Giu 14 2013

Rotello, gli ulivi e falce e martello.

Mia nonna mi fa il caffè mmisticat, che vuol dire che ci aggiunge un cucchiaino d’orzo, per poi versare l’intruglio in una tazzina prontamente spolverata con un apposito straccetto, sito a lato del lavandino.
La carta è preziosa e non si spreca per queste cose. Infatti troneggia nella fruttiera una pila di fazzoletti semiutilizzati che riciclerà alla prima occasione.

E’ nove giugno ed è il primo giorno d’estate.
L’ho portata in campagna a vedere come stavano le piante.
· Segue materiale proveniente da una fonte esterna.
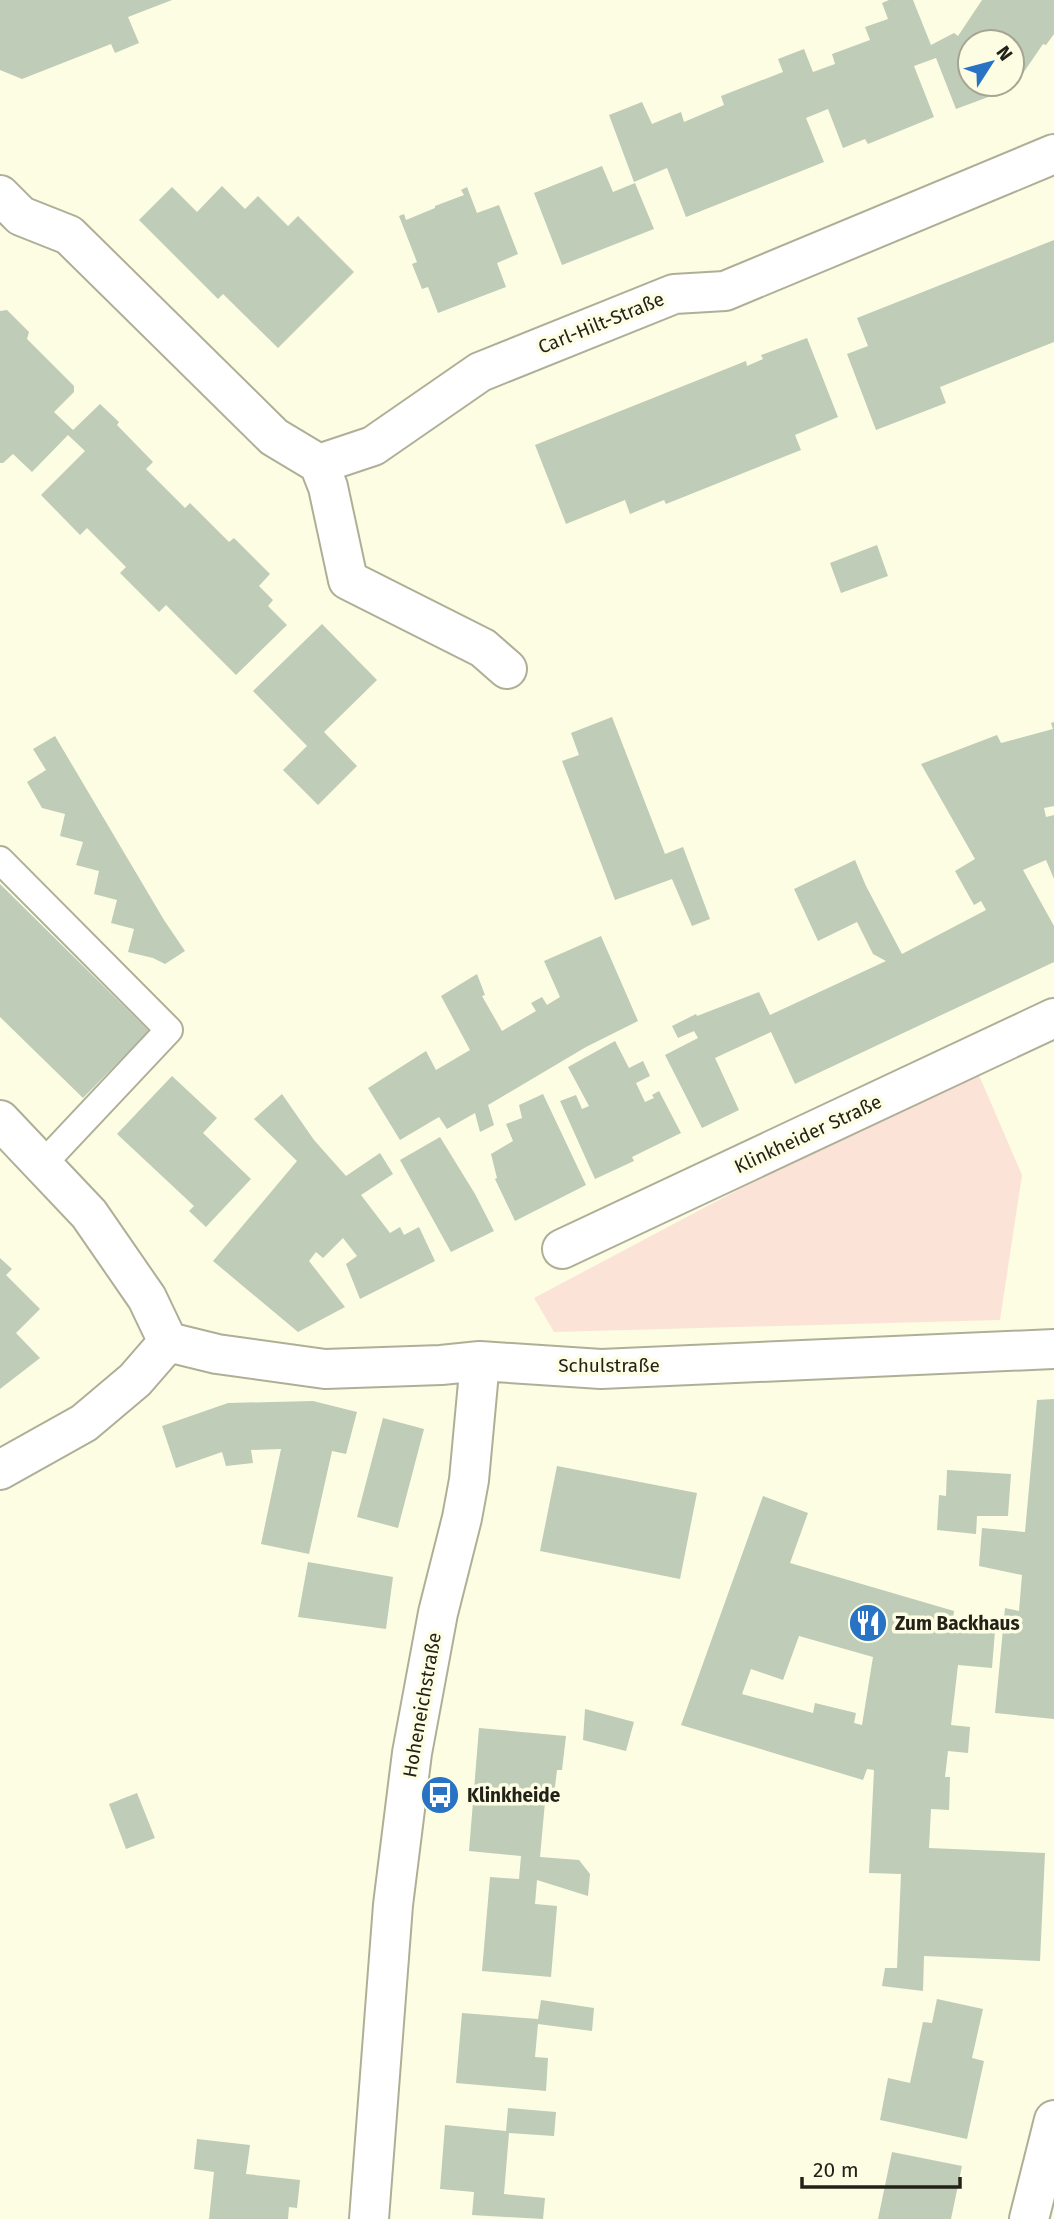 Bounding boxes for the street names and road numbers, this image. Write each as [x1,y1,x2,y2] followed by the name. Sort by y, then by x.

E’ molto contenta, nonna, di andare in campagna. Mi indica la strada mentre percorriamo le viette interpoderali.
Va’ nnanz, mo gir’aqquà. A un certo punto, indicando chiaramente a sinistra mi dice decisa: e mo va’ dritt. Della serie: va’ dove il cuor ti porta. Ce ne andiamo dritto a sinistra fino alla stradina della campagna. Lei scende che sennò la macchina non ce la fa. Io parcheggio sul terreno arato di fresco e ci mettiamo a camminare verso ciliegie e nespole. Facciamo bustone piene di frutta, lei scuote gli alberi col bastone che usa per camminare, io salto, malamente mi arrampico, ciuccio frutta sugosa, guardo gli ulivi carichi carichi e, di fronte, i famosi tre colli di Rotello, in merito ai quali papà si è dilungato più e più volte durante la mia infanzia. Tutte le storie cominciavano invariabilmente con un tentativo di scientificità etimologica: Una volta Rotello si chiamava Orotello, perchè era ricco come l’oro, o forse Lauritello, perchè non mi ricordo più e finivano invariabilmente con il perdersi in fiumi di racconti leggendari, mitologici o semplicemente geneaologici, di quella volta che si facevano i combattimenti basc’ pi fuoss e di quando papà è quasi annegato o forse pensavano fosse annegato invece lui giocava in giro per le campagne e poi vabbè tutte le storie passavano attraverso i comizi di mio nonno falegname  nonchè sindaco socialista dell’immediato dopoguerra e via discorrendo, trippa trcinell’e testa. Come diceva sempre mio padre indicando il lieto fine.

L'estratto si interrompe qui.